The Maharashtra counsel Devdutt Kamat pointed out that "Ganpati is the most important festival in Maharashtra and the same request was made that only 4/5 people will be allowed in every pandal, but we did not permit any procession." He said especially when the count is now going lower; we are in no position to permit any processions.

Advocate Praveen Chaturvedi, appearing for the Gurdwara board, argued that the procession would be in the form of a truck carrying Akal Takht and there will be "live telecast" for the devotees. "We are asking people in the community to not come. We will have a truck on which the Granth Sahib will be kept. We will telecast the proceedings." Moreover, he said since the state government had allowed marriages to be performed with 50 people in attendance, the procession can be allowed with 40 to 50 people.

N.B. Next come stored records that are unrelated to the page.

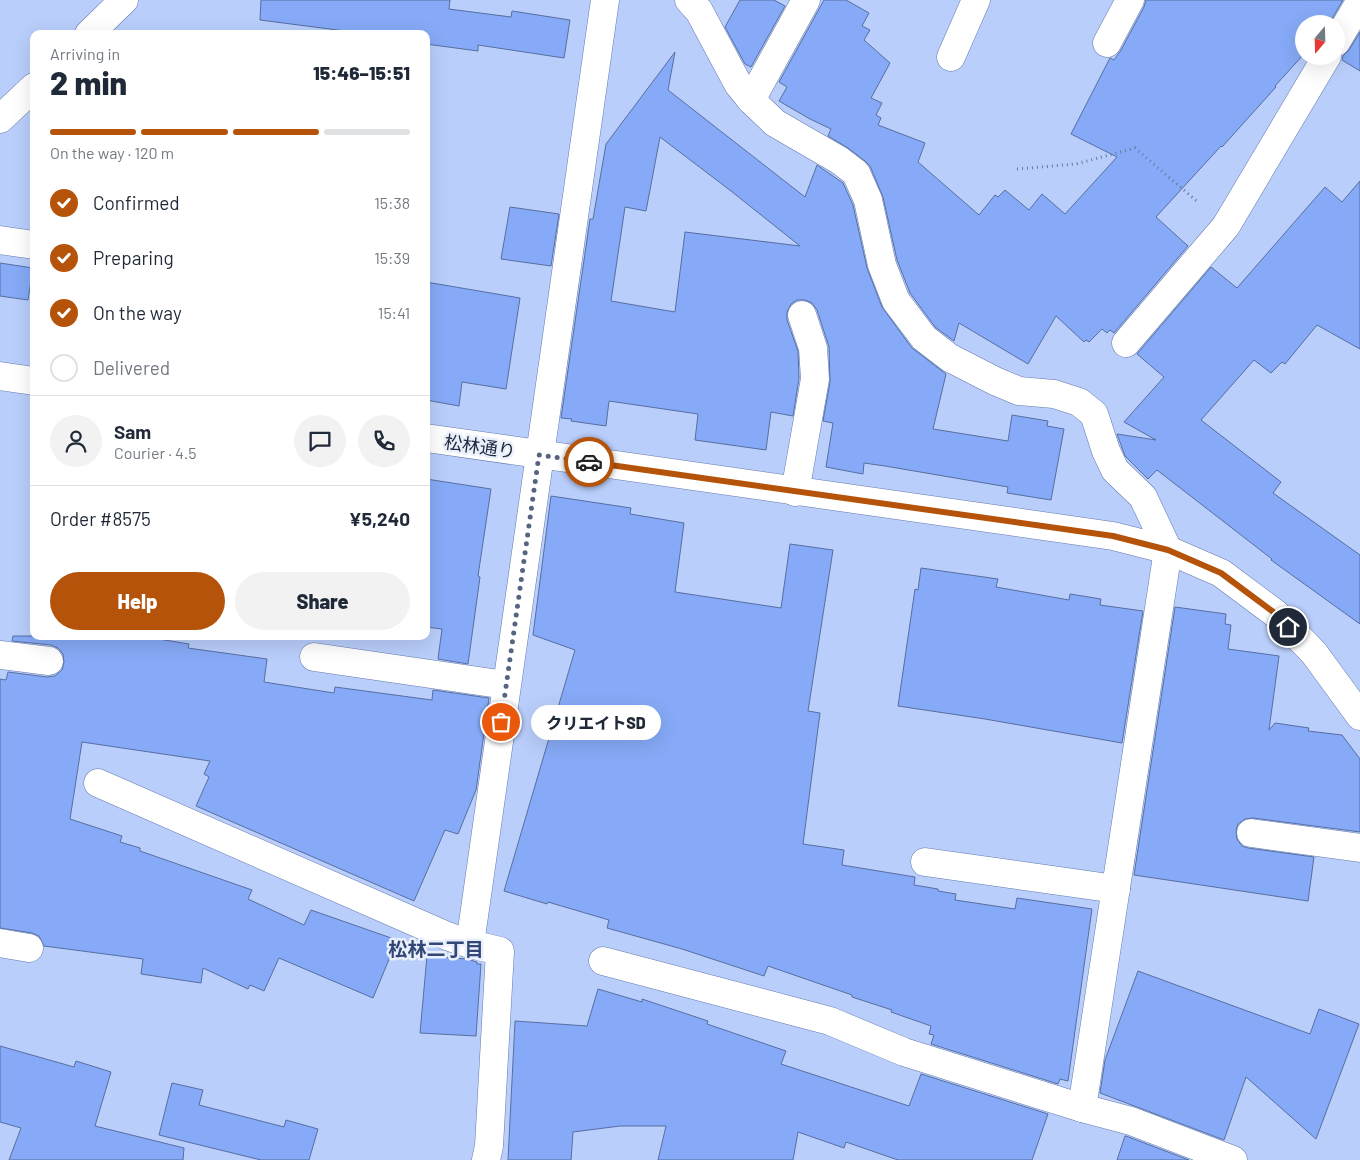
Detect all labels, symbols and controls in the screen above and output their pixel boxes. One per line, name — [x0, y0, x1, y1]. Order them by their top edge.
north arrow — [1295, 15, 1345, 65]
map controls — [1295, 15, 1345, 65]
text: Arriving in — [50, 44, 120, 63]
text: 15:46–15:51 — [313, 61, 410, 84]
text: 2 min — [50, 63, 127, 101]
text: On the way · 120 m — [50, 143, 174, 162]
icon: check — [50, 189, 78, 217]
text: Confirmed — [93, 191, 180, 214]
text: 15:38 — [374, 193, 410, 212]
icon: check — [50, 244, 78, 272]
text: Preparing — [93, 246, 174, 269]
text: 15:39 — [374, 248, 410, 267]
icon: check — [50, 299, 78, 327]
text: On the way — [93, 301, 182, 324]
text: 15:41 — [378, 303, 410, 322]
text: Delivered — [93, 356, 170, 379]
button: person — [50, 415, 102, 467]
button: chat — [294, 415, 346, 467]
button: phone — [358, 415, 410, 467]
text: Sam — [114, 420, 151, 443]
street label: 松林通り — [443, 430, 517, 462]
courier — [564, 437, 614, 487]
text: Courier · 4.5 — [114, 443, 197, 462]
icon: car — [575, 448, 603, 476]
text: Order #8575 — [50, 507, 151, 530]
text: ¥5,240 — [349, 507, 410, 530]
button: Help — [50, 572, 225, 630]
button: Share — [235, 572, 410, 630]
pin — [1267, 606, 1309, 648]
icon: home — [1274, 613, 1302, 641]
pin — [480, 701, 522, 743]
callout: クリエイトSD — [531, 704, 661, 740]
icon: bag — [487, 708, 515, 736]
text: クリエイトSD — [546, 713, 646, 732]
district label: 松林二丁目 — [388, 937, 484, 960]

The Bench sought to know why the State couldn't impose a curfew like the one which was imposed in Puri for the Jagannath Yatra procession. "In Puri also there was a restriction, but many people turned up. Processions are not being allowed now. You can have only 40 to 50 people but what about the people on the road? What if people come and attend the procession," it asked.

Maharashtra counsel Kamat replied that it was "not about curfew or baricades" as "hundreds of people will come from across the country and crowd control will not be possible," citing a request letter of the Gurdwara management on September 28 that said that "lakhs of people will come from all over the country." He noted that the Gurdwara had sought permission to hold five processions after October 22 up to November.

He argued: "Look at the Amarnath case order of the Supreme Court. It said clearly that it is for the state government to consider all of this. Centre's guidelines are guidelines. It is for the states to consider the situation. Maharashtra has borne the brunt of COVID-19 cases. Consider the danger of allowing gatherings. 40 persons of a family came together in Kalyan to celebrate in one house. One of them was COVID positive, and 38 members of the family became positive after this."

When the Court cited the Centre's guidelines of September allowing gatherings up to 100 people, Kamat interjected: "The Centre's guidelines are just the guidelines. As far as the state rules are concerned, there is a 30 September order that clearly states that congregation are strictly prohibited. It's for the states to consider situation. Maharashtra has borne the brunt of Covid cases."

He asked the Court to keep in mind parameters of a judicial review. Its jurisdiction comes in if the decision making is done arbitrarily, but here the decision is based on ground reality. It was at this stage that the Maharashtra's counsel suggested to ask the Gurdwara management to file a representation to the state disaster management authority.

In its order, the Court noted Maharashtra's plea that the ban has been imposed on all religious functions, be it Gudi padwa, akshaya tritiya, Ashadhi ekadashi, Pandharpur Jatra, Bakrid, Gukulashtami, Ganesh Chaturthi, Muharram, or Navaratri. Procession rituals prevalent for hundreds of years were not permitted, the Maharashtra counsel argued.